On doing this, the TV-AM theme tune is played and all three chums are transported to the surface on a lift. The game is restarted with no noticeable differences.

Both graphics and sound are very good. Roland and co. are all small but well-defined outlined sprites, and animation and colours are good throughout.

A boppy little number plays through the game, but can become annoying after a while. Other tunes and sound effects are great, especially the "Bleugh!!" noise made on squirting a glob of glue, and the boogie beat played while entering your name in the high score table.

Sewer Structure

The playing area in Roland's Rat Race isn't exactly large, but it's quite easy to get lost to start with. It basically consists of an upper and lower level, each of 12 main screens containing platforms, ramps, and ladders. Some of these screens link directly to each other (via exits at the sides), others are also linked via separate screens of pipes which are accessed via tunnel entrances on the main screens.

The pipe screens are very simple, consisting of two or three pipes that run across the screen. But pieces of door and food are occasionally found on these screens.

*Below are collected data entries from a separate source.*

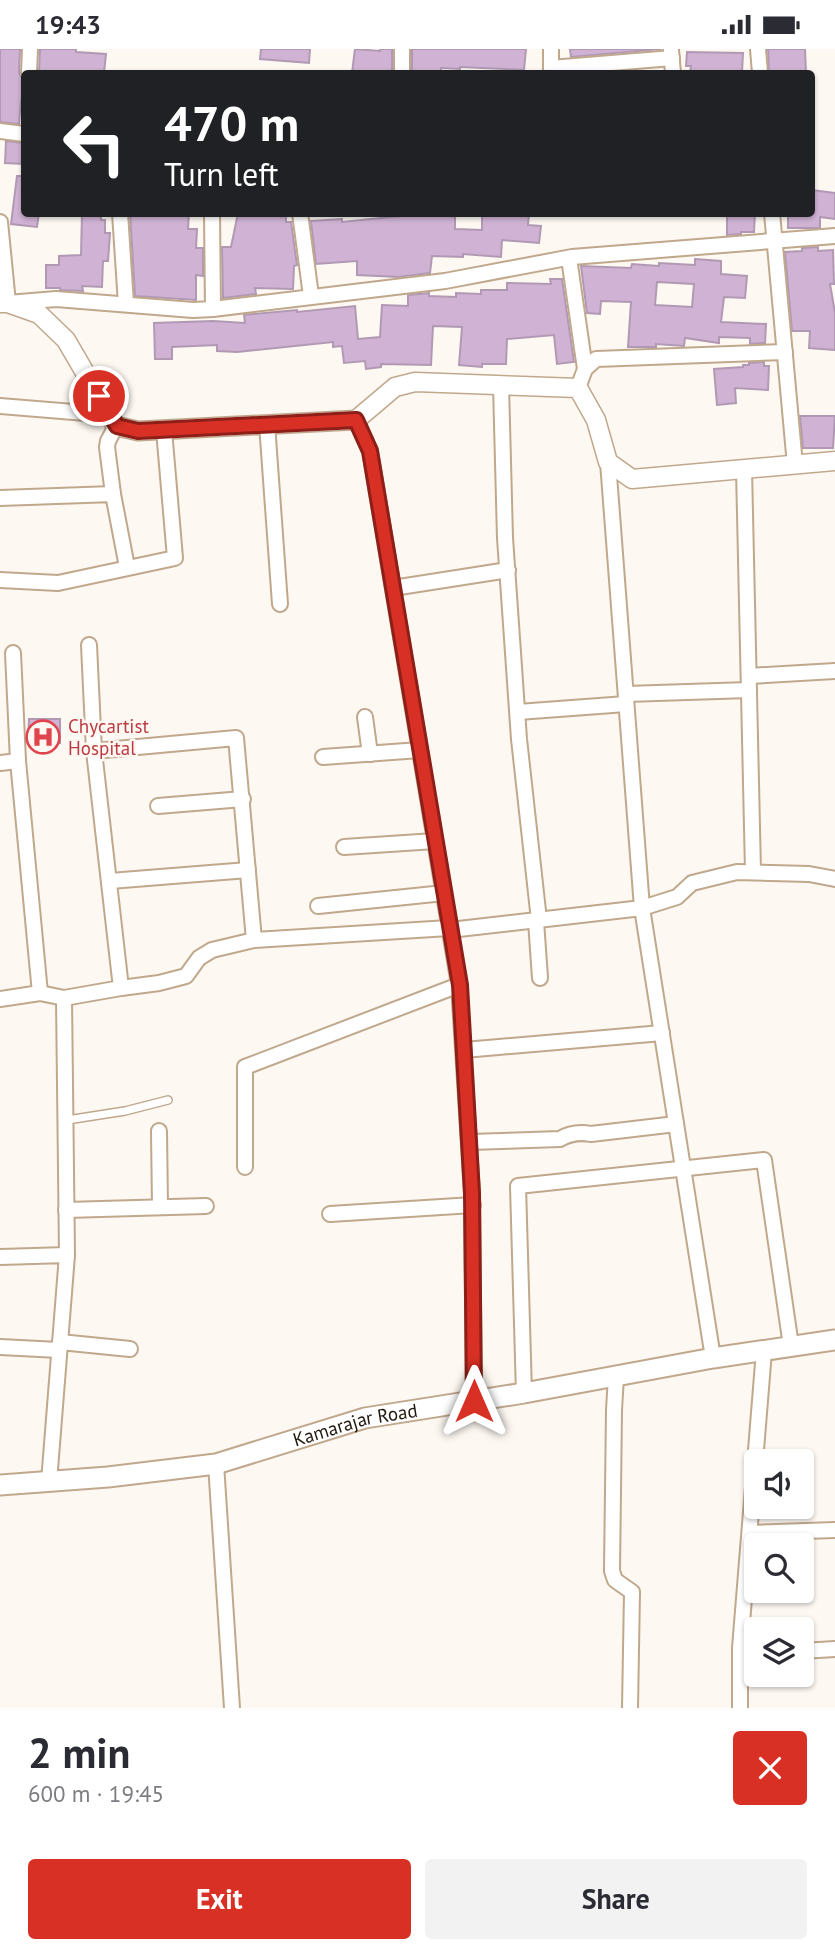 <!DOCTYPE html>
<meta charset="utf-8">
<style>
:root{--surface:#fff;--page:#f2f2f3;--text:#2b2b33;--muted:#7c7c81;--accent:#d93025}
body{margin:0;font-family:"PT Sans",sans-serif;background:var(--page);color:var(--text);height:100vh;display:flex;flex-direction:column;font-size:26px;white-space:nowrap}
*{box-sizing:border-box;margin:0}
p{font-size:23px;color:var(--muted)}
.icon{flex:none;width:38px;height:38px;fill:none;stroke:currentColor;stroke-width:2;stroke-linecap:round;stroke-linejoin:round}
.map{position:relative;height:1659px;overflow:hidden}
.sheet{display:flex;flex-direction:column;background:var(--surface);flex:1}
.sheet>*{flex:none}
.hud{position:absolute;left:21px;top:21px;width:794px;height:147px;border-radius:7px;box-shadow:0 2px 5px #0004;background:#202124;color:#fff;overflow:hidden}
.buttons{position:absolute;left:744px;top:1400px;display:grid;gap:14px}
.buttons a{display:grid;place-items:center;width:70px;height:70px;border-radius:7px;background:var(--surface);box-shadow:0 2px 5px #0004;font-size:35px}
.pin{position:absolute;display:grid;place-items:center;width:60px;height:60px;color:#fff;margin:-30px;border:4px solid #fff;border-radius:50%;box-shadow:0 2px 7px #0007}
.me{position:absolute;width:77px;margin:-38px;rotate:0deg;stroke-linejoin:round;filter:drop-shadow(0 0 5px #0008)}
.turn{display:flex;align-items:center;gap:24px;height:147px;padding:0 28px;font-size:32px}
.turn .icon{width:91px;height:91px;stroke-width:2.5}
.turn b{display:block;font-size:49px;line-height:60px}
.round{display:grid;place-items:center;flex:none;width:74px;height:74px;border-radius:7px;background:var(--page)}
.summary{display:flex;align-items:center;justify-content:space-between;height:119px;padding:0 28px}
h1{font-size:42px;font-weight:800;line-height:52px}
.button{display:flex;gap:14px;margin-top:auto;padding:14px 28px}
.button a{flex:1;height:80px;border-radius:7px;background:var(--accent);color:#fff;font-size:28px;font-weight:800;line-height:80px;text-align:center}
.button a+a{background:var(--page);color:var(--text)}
.status{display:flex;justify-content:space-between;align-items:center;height:49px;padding:0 35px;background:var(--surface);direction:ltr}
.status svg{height:19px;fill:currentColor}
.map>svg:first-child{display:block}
.building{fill:#d0b3d4;stroke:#b199b4;stroke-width:2;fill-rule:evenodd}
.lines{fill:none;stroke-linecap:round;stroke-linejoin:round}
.service-casing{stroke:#c0a88d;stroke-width:10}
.minor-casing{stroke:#c0a88d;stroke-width:18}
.tertiary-casing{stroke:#c0a88d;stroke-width:21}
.secondary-casing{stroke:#c0a88d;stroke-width:23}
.service{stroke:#fff;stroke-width:7}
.minor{stroke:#fff;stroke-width:14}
.tertiary{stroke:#fff;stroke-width:18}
.secondary{stroke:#fff;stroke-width:19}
.route-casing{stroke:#8d1f18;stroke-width:18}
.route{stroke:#d93025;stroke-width:12}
.labels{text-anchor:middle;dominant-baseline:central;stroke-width:5;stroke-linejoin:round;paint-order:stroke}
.health-label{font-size:19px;fill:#be3a42;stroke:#fdf8f2;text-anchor:start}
.street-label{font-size:19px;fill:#21180e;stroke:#fdf8f2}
</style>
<div class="status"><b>19:43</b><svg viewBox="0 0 49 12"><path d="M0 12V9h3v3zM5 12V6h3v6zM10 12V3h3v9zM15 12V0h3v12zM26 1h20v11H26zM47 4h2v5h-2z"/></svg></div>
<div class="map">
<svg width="835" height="1659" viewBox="0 0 835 1659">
<rect width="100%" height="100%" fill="#fdf8f2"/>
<g class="building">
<polygon points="0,0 20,0 19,24 24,32 22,51 21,51 19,75 0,73"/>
<polygon points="40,0 76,0 76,3 106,5 104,24 39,24"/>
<polygon points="261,0 310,0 309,14 260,10"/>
<polygon points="355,0 380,2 380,0 392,0 392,24 352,24"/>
<polygon points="412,0 526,0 524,21 460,18 460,20 441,19 441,24 412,24"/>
<polygon points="570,0 661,0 571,8"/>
<polygon points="768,0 805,0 806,24 769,24"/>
<polygon points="687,3 743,4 742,24 690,24 691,17 686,17"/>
<polygon points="6,92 24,94 24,115 5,114"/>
<polygon points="17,127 24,127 24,164 39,164 37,178 11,175"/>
<polygon points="812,141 835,144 835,170 820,168 820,179 788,179 788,164 812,164"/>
<polygon points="82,164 101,164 101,171 105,171 105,184 110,184 108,212 103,212 102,238 82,237 83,242 60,241 60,239 46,239 46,216 59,216 59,207 81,206"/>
<polygon points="130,164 189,164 188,180 197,180 196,199 203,199 203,227 196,226 196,251 135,247"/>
<polygon points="238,164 286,164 286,173 291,173 297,216 294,217 293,240 255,239 256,245 223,249 222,198 231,198"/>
<polygon points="400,164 455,167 455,180 482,181 482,164 529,164 528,176 541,177 539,194 502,191 501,208 463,205 463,208 432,207 430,224 399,228 357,226 357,212 316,215 311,172 342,170 342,173 400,167"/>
<polygon points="727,164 755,164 754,183 741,183 741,185 727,186"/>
<polygon points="818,198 818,202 833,201 834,235 830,235 835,264 835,301 809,299 810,282 792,282 785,203 802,202 802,199"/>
<path d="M695,210l26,2v13l26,2 -2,22 -21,-1 -3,25 45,2 -1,19 -15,1v-6l-31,-1v6l-34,-5 -1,8 -28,-2v3h-28l3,-45 -30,-1 -1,13 -13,-1 -6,-47 50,2 1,-4 27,2v-3l36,2zM657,233l37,2 -2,23 -37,-2z"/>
<polygon points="550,230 562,230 574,313 557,315 554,286 507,290 506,315 482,315 482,318 459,316 462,278 433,277 431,316 381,315 381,318 366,320 365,312 344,314 342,297 333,298 333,293 237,303 217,302 217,296 172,298 172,310 155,310 154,274 213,272 245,274 244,266 297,261 297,263 355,257 358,290 380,288 382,256 408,257 408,246 429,244 429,247 456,248 456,244 481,245 481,241 507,241 507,234 551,235"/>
<polygon points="764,313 764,317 769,317 768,341 735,339 736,354 717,356 714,320 743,318 743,316 749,316 749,314"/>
<polygon points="800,367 835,367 833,399 803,399"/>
<polygon points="29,670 60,670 60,694 28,693"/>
</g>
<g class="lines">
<defs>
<polyline id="service" points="67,1071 125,1062 168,1051"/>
<g id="minor">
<polyline points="551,0 551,19"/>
<polyline points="758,0 760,24"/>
<polyline points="671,1 673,24"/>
<polyline points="29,24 30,0"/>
<polyline points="402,24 402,0"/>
<polyline points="552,24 551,19 672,9"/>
<polyline points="0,82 24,85"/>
<polyline points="120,164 126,255"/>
<polyline points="212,164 213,260"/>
<polyline points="300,164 311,247"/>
<polyline points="772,164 795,416"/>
<polyline points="0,173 8,254 56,250 193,261 213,260 445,232 572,208 835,187"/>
<polyline points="569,209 585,320"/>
<polyline points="501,336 505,489 519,690 539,871"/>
<polyline points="578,339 585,320 596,310 785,303"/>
<polyline points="0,357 110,366"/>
<polyline points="356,371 370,402 459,936 472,1144 474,1352"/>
<polyline points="267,375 280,555"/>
<polyline points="608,413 642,859 713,1309"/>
<polyline points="744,420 753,823"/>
<polyline points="113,445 107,398 108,392 116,377"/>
<polyline points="0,449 113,445 127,518"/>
<polyline points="0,531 58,534 175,509 164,381"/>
<polyline points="393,539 508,521"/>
<polyline points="13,604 18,712 40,944"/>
<polyline points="749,627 835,622"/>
<polyline points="626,645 749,641"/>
<polyline points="518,663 626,655"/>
<polyline points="365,668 370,705"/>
<polyline points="94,702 236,689 254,891"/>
<polyline points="323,708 420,701"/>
<polyline points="0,714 18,712"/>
<polyline points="158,757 243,750"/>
<polyline points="344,798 435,792"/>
<polyline points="110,832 248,821"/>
<polyline points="318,857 444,844"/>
<polyline points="536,872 540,929"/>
<polyline points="450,881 642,859 677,848 692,834 737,823 809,825 835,830"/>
<polyline points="121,939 159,934 186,927 199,909 212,901 254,891 449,879"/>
<polyline points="64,949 67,1206"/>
<polyline points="0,950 40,944 64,949 121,939 94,702 89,596"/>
<polyline points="464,1001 662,984"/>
<polyline points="159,1082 160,1158"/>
<path d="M469,1093l91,-3c10,-6 20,-7 31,-5l85,-10"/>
<polyline points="245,1118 245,1018 459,936"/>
<polyline points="66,1161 206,1157"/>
<polyline points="330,1165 473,1156"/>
<polyline points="0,1208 67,1206 49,1433"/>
<polyline points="60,1293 130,1300"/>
<polyline points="0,1298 59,1301"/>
<polyline points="616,1327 614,1361 612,1522 615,1531 632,1543 630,1659"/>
<polyline points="524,1344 518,1137 764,1111 791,1297"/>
<polyline points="216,1415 232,1659"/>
<polyline points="750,1484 835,1481"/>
<polyline points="802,1602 835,1600"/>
<polyline points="740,1659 740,1599 764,1302"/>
</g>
<polyline id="tertiary" points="0,254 8,254 39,265 66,291 116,377 138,382 356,371 395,338 415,333 578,339 596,371 608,413 632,430 835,412"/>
<g id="secondary">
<path id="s1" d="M0,1436l108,-8 108,-13 149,-46 159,-25 189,-35 122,-18"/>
</g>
</defs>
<use href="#service" class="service-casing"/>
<use href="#minor" class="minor-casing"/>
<use href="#tertiary" class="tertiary-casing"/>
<use href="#secondary" class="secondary-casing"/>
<use href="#service" class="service"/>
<use href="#minor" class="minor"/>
<use href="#tertiary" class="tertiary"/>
<use href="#secondary" class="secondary"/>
</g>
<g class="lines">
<defs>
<polyline id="route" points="99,347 117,377 138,382 356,371 370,402 460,936 472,1144 474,1352"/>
</defs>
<use href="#route" class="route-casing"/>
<use href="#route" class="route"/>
</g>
<defs>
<symbol id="hospital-ring" viewBox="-11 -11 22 22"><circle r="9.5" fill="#fdf8f2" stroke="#e0444e" stroke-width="1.5"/><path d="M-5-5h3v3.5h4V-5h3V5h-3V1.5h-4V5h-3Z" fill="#e0444e"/></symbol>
</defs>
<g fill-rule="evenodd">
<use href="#hospital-ring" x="24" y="669" width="38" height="38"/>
</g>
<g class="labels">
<g class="health-label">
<text x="68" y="677">Chycartist<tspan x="68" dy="22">Hospital</tspan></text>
</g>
<g class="street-label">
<text stroke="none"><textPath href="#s1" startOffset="362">Kamarajar Road</textPath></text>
</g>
</g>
</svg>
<div class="buttons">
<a><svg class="icon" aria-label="sound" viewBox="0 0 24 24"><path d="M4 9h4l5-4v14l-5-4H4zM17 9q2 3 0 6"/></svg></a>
<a><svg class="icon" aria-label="search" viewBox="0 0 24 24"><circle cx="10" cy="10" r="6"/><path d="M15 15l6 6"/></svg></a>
<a><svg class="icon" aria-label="layers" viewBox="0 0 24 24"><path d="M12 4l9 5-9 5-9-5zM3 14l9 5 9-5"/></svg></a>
</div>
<div class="pin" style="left:99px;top:347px;background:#d93025"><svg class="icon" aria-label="arrive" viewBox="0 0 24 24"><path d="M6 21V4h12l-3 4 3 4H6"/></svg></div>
<svg class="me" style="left:474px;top:1352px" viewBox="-20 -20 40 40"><path d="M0-17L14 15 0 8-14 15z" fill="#d93025" stroke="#fff" stroke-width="4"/></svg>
<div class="hud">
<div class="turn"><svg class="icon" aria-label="left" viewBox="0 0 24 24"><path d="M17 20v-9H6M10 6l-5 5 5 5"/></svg><div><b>470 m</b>Turn left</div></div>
</div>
</div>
<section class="sheet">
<div class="summary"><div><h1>2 min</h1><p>600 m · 19:45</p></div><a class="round" style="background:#d93025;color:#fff"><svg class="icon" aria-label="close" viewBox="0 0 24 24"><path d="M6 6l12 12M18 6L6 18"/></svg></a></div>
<div class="button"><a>Exit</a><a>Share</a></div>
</section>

On the upper level, moving traffic is visible above ground level at the top of the screen, including a cute Sinclair C5. The lower level, which you reach by going through a man-hole on one of the screens, is much the same as the upper; only the exit to the TV-AM studio is situated on one of the screens, the traffic is missing, and a regular train service runs along the bottom of the level.

JR

Everyone's favourite TV-AM character appears in this good, but easy, collecting game. Great graphics and sound and a reasonable amount of challenge. This might be one for the kiddies: when you rescue your mates, the next level is no harder and therefore an experienced player could well get bored of it.

BW

I found lots of really nice touches to this game, like the music, graphics, train, and overall task. The only thing that mars the enjoyment is the lack of lastability. I found I could crack the game with reasonable ease, and after that there is little worth playing on for. As with certain other Ocean releases, it seems there's lots of immediate appeal but not much to keep you playing for more than a few days.

GP

The music irritated me at first, but I've now grown to love it. The game itself was interesting to start with, and it was tough work collecting the pieces of door, taking several games to actually reach the final stage. Once completed, though, it becomes rather boring to have to go back and do the same thing over again.

Verdict

Presentation 72%
Interesting instructions and scenario but no options.

Originality 54%
Basically just a collect and drop game but with the infamous rat himself.

Graphics 78%
Roland must be proud of his animation and these sewers and drains look good.

Hookability 82%
The action is immediately enjoyable and addictive.

Sound 87%
Great tunes especially when riding the train, plus good effects.

Lastability 63%
Suss economy on food and glue and the game becomes fairly simple.

Value For Money 71%
Great short term enjoyment although you may not come back to it after completion.